WHAT TO WORK ON
Wherever "data" appears in the records below, copy the line that holds it.

RECORD EXCERPTS
────────────────────────────────────────
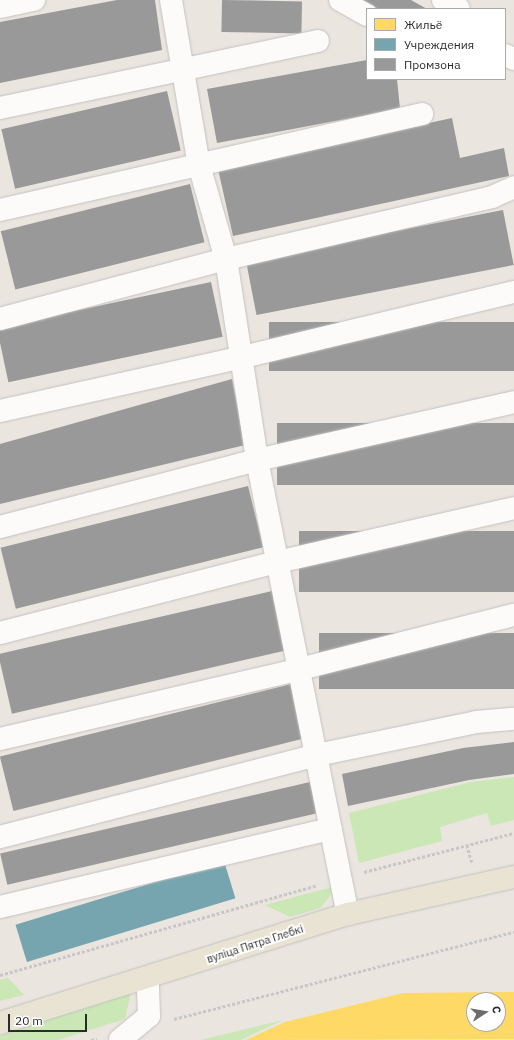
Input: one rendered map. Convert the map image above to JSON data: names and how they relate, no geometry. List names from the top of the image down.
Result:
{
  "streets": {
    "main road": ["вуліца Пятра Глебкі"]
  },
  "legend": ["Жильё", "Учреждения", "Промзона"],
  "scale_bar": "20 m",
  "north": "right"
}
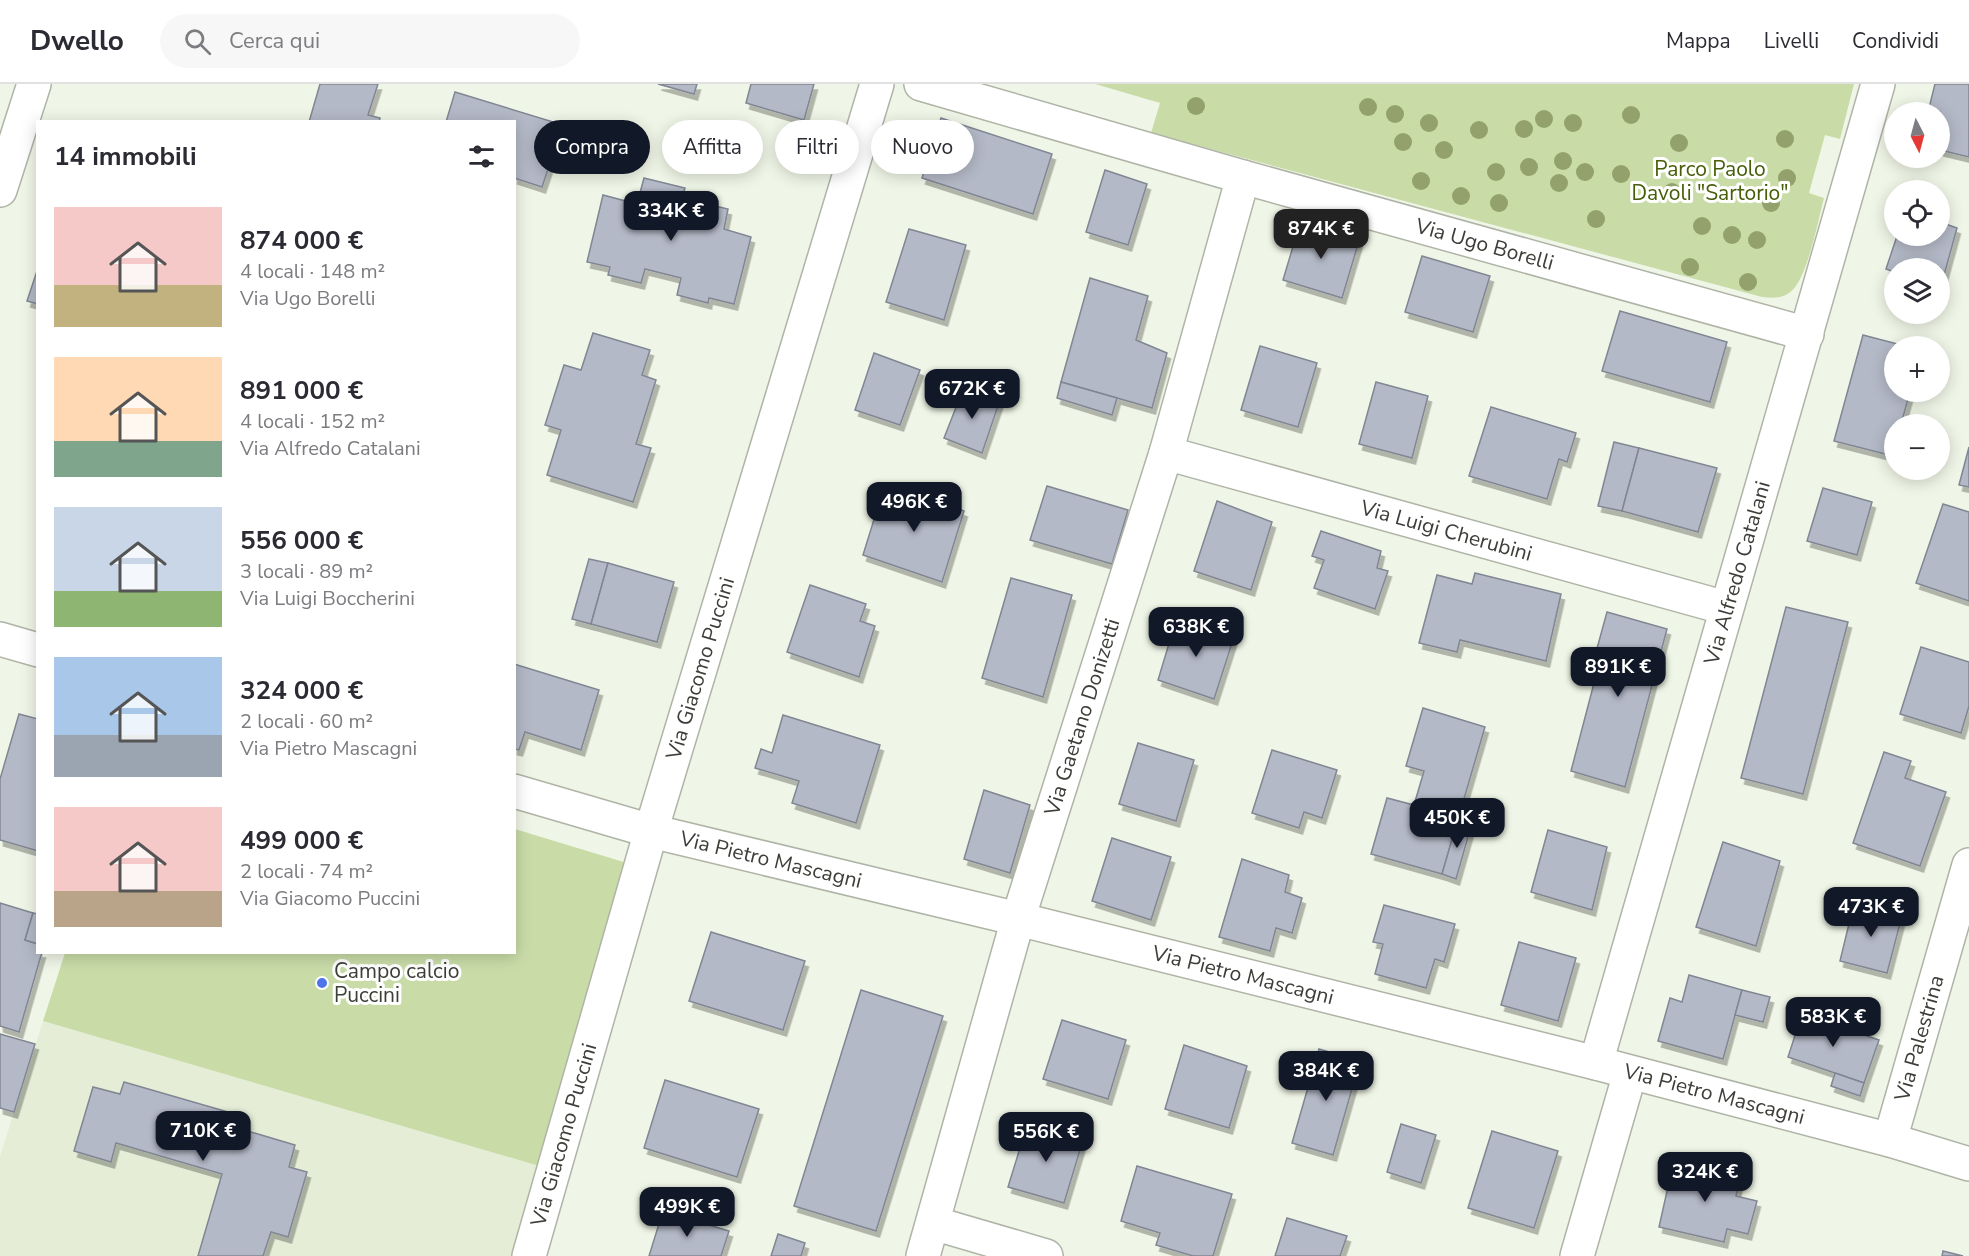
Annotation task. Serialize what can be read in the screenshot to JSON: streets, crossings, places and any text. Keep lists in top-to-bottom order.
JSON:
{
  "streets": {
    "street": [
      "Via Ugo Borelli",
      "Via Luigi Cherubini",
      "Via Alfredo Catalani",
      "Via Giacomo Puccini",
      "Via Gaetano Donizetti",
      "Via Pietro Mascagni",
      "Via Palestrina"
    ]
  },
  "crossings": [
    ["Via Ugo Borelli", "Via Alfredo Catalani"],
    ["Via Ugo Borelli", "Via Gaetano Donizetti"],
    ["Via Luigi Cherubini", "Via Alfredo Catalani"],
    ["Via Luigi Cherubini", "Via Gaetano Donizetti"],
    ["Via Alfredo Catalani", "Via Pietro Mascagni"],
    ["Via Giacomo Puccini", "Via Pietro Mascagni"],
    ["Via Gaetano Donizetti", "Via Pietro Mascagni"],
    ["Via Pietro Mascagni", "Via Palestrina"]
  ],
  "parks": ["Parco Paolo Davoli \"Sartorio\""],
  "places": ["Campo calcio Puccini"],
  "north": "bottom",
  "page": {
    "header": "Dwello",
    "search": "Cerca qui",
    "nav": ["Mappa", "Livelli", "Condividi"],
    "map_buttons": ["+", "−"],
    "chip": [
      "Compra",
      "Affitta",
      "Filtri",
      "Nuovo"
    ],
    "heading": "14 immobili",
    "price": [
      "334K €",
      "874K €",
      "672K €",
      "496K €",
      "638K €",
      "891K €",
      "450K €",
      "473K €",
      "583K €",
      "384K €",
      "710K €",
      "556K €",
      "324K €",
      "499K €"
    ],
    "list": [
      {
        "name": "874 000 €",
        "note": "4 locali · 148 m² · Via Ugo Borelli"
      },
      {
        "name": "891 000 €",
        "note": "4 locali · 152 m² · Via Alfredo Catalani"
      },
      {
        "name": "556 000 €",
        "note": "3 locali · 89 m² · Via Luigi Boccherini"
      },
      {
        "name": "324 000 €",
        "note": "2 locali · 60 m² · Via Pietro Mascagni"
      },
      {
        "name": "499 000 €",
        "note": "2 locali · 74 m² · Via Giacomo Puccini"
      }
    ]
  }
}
────────────────────────────────────────
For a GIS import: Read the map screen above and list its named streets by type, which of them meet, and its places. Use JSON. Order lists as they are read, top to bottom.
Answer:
────────────────────────────────────────
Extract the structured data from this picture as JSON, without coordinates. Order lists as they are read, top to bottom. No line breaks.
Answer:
────────────────────────────────────────
TASK RESULT
Input: one rendered map. Convert the map image above to JSON data: names and how they relate, no geometry. List names from the top of the image down.
Extract the structured data from this picture as JSON, without coordinates. Order lists as they are read, top to bottom. No line breaks.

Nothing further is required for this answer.